If the right to life is based on those degreed characteristics, as the function view claims, then some people have a greater right to life and some people have a lesser right to life. It's not just that the unborn aren't equal to the rest of us—it's that none of us are equal. Our value is measured on a sliding scale. Equality doesn't exist.
"It is hard to avoid the sense that our egalitarian commitments rest on distressingly insecure foundations," acknowledges philosopher Jeff McMahan, a defender of abortion. McMahan worries about "the compatibility of our all-or-nothing egalitarian beliefs with the fact that the properties on which our moral status appears to supervene are all matters of degree."
Some people try to solve the inequality problem by proposing a "threshold" (a certain degree of the relevant trait) and asserting that everyone above the threshold matters equally. Mere assertion, however, doesn't make it true. If the value-conferring trait comes in varying degrees, then any threshold is arbitrary—and actual equality is still a myth.

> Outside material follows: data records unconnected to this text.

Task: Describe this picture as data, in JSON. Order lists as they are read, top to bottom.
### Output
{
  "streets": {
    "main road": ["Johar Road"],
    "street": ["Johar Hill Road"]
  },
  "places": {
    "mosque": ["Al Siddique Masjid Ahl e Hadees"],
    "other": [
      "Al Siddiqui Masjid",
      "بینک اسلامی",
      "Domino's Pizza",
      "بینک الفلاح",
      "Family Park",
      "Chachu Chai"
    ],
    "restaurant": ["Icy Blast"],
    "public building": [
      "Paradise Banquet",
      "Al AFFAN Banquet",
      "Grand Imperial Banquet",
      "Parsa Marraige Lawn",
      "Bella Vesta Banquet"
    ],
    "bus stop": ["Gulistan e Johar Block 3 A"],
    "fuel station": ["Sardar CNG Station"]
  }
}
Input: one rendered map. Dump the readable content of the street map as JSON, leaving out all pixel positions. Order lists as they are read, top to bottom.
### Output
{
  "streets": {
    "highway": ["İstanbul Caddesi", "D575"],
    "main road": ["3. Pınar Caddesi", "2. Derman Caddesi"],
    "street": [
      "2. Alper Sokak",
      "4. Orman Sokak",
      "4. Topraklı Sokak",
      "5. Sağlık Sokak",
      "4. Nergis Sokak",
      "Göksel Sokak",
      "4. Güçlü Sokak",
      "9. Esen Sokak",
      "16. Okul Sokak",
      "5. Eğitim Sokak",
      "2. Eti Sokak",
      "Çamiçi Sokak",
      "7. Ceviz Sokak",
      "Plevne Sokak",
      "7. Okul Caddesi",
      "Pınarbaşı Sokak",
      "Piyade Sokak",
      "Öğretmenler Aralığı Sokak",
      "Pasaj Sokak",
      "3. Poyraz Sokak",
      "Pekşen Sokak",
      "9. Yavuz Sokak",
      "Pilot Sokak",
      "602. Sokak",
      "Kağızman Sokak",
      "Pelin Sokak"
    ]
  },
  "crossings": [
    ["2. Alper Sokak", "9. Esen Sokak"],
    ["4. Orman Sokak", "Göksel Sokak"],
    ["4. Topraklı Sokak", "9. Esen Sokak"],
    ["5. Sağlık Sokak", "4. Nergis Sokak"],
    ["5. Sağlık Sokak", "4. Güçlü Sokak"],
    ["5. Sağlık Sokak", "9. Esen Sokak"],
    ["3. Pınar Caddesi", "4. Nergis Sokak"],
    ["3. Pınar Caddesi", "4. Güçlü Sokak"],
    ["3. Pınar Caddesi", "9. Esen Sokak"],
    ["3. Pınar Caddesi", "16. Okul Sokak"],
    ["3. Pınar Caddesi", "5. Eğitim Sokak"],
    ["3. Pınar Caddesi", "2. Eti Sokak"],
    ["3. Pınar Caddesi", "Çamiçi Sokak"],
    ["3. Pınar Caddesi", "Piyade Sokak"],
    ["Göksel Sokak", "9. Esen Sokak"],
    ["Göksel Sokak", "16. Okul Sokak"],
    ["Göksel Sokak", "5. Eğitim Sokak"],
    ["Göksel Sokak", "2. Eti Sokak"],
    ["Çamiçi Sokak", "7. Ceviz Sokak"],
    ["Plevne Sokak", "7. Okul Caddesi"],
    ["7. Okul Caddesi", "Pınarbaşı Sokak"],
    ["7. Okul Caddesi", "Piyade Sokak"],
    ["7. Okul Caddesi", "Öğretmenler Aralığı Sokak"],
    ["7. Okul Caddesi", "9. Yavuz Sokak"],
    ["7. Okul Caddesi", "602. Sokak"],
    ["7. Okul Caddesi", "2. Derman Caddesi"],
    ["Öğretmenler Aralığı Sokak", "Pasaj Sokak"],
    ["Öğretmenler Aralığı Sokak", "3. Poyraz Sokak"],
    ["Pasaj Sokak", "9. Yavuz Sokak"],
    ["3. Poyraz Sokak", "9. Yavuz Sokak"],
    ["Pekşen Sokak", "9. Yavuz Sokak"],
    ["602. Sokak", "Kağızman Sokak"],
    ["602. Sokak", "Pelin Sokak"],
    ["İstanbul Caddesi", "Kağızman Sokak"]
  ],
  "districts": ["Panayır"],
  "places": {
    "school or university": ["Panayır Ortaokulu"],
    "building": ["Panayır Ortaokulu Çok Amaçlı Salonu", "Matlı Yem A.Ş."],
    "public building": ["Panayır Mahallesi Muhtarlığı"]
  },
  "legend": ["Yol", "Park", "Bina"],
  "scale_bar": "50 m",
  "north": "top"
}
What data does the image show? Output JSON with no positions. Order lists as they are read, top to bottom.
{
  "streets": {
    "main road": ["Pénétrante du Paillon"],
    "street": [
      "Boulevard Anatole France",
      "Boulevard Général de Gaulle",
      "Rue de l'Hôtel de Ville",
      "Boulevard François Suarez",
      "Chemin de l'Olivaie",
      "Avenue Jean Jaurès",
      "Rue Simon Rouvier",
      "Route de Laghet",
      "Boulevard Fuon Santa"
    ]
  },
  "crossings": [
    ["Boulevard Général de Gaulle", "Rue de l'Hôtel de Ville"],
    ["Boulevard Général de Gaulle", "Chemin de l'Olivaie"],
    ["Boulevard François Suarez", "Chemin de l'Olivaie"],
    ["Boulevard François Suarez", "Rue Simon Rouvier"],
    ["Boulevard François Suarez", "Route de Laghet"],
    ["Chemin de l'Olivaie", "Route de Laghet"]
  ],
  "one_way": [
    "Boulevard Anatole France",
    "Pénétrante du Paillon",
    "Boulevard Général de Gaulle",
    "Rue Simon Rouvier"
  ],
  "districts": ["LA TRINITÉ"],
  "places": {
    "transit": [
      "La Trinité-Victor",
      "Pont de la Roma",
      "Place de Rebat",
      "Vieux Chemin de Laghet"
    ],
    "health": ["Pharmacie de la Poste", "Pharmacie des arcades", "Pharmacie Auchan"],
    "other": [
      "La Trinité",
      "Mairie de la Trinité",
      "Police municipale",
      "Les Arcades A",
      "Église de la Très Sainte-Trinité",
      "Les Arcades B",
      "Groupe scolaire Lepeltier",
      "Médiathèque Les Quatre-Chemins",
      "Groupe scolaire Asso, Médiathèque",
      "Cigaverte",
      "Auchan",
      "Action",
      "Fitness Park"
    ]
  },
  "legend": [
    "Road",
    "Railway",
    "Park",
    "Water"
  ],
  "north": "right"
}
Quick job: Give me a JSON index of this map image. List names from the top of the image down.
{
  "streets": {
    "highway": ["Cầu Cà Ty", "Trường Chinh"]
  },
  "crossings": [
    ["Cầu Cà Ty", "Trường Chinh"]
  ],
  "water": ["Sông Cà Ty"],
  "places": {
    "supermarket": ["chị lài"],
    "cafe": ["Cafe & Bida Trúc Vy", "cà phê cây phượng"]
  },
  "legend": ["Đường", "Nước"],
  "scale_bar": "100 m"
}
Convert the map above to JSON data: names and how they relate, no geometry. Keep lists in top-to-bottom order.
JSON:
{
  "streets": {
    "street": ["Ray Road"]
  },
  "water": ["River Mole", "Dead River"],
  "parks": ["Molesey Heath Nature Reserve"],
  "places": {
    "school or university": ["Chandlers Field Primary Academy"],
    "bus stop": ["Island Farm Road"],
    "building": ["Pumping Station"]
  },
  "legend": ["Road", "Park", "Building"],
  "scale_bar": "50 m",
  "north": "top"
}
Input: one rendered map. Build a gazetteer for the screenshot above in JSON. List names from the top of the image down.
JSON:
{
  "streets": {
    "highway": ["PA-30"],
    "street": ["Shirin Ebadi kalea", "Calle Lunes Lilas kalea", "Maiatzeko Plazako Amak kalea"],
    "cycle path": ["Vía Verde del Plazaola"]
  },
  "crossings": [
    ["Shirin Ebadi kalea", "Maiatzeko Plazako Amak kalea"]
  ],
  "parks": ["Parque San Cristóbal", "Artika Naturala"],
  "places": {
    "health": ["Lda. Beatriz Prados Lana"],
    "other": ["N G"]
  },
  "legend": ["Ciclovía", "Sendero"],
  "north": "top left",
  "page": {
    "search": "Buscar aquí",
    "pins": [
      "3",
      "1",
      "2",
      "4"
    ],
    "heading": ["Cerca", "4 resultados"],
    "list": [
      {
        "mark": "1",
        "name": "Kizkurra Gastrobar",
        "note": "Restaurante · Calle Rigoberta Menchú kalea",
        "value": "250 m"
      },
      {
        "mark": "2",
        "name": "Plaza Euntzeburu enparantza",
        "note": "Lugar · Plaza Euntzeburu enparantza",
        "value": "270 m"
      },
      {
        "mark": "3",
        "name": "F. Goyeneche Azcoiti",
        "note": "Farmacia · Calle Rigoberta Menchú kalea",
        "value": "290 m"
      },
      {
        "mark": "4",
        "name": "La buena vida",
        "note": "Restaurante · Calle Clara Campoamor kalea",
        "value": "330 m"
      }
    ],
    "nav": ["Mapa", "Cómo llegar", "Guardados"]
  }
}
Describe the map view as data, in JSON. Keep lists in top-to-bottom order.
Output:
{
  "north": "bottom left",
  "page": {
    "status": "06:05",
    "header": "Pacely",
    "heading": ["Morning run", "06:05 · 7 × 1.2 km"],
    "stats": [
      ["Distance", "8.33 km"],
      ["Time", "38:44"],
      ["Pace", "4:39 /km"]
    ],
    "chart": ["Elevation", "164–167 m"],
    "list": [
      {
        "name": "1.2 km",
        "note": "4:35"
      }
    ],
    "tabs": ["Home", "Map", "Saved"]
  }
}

Where the argument goes wrong
The function view, then, has awful and false implications. That's because it flows from false assumptions.
The most common versions of the view (those that emphasize self-awareness, sentience, and desire) seem to assume that psychological states are all that matter morally—so killing is only wrong if it thwarts someone's desires or conscious experiences. "In order for a harm to occur," explain Giubilini and Minerva, "it is necessary that someone is in the condition of experiencing that harm."
This thinking, however, "confuses the experience of harm with the reality of harm," as ethicist Scott B. Rae observes. Imagine that a man is secretly robbed of an inheritance he never knew he had coming (to use an example from philosopher Robert N. Wennberg). Has he been wronged—even though he doesn't know it? Of course he has. The same is true when someone is robbed of his life.
The primary injustice of killing an innocent human being is not that it thwarts desires he happens to have (though thwarting desires may be, in general, a wrong thing to do). It's that it deprives him of his life. That life is valuable whether he currently values it or takes an "interest" in it or not.
"[I]t is the loss of the good of life, not the interference with the desire for that good, that constitutes the harm [of killing] and hence the wrong done," concludes Kaczor.
We matter because of what we are, not what we can do
The function view is right, however, to think there's something special about the functions typical mature human beings can perform. We can reason, and create, and choose, and love. But the function view is wrong to suppose that having rights requires the present ability to do these things. That idea leads to the injustice and inequality described above.
Indeed, the function view, as philosopher Stephen Schwarz explains, falsely equates functioning as a person with being a person. All human beings have the inherent (or basic) capacity to function in personal ways, whether or not that capacity is developed or currently exercisable. We have this capacity by nature—by virtue of what (i.e., the kind of being) we are.
Actual functioning, then, isn't what matters. We have dignity and a right to life not because of what we can do, but because of what we are. There's no test of mental ability we must pass in order to count.
This is why every single member of the human family has human rights. Infants are included, and comatose patients are included, and people with dementia are included.
This is why we are all equal—because the basis for our value is something we share in common. We are equally human, even though we differ with regard to every function.
And this is why the very best arguments for abortion just don't work, and never will. Because if all human beings have an equal right to life, then so do unborn children.
This article appears in the April 2018 issue of NRL News.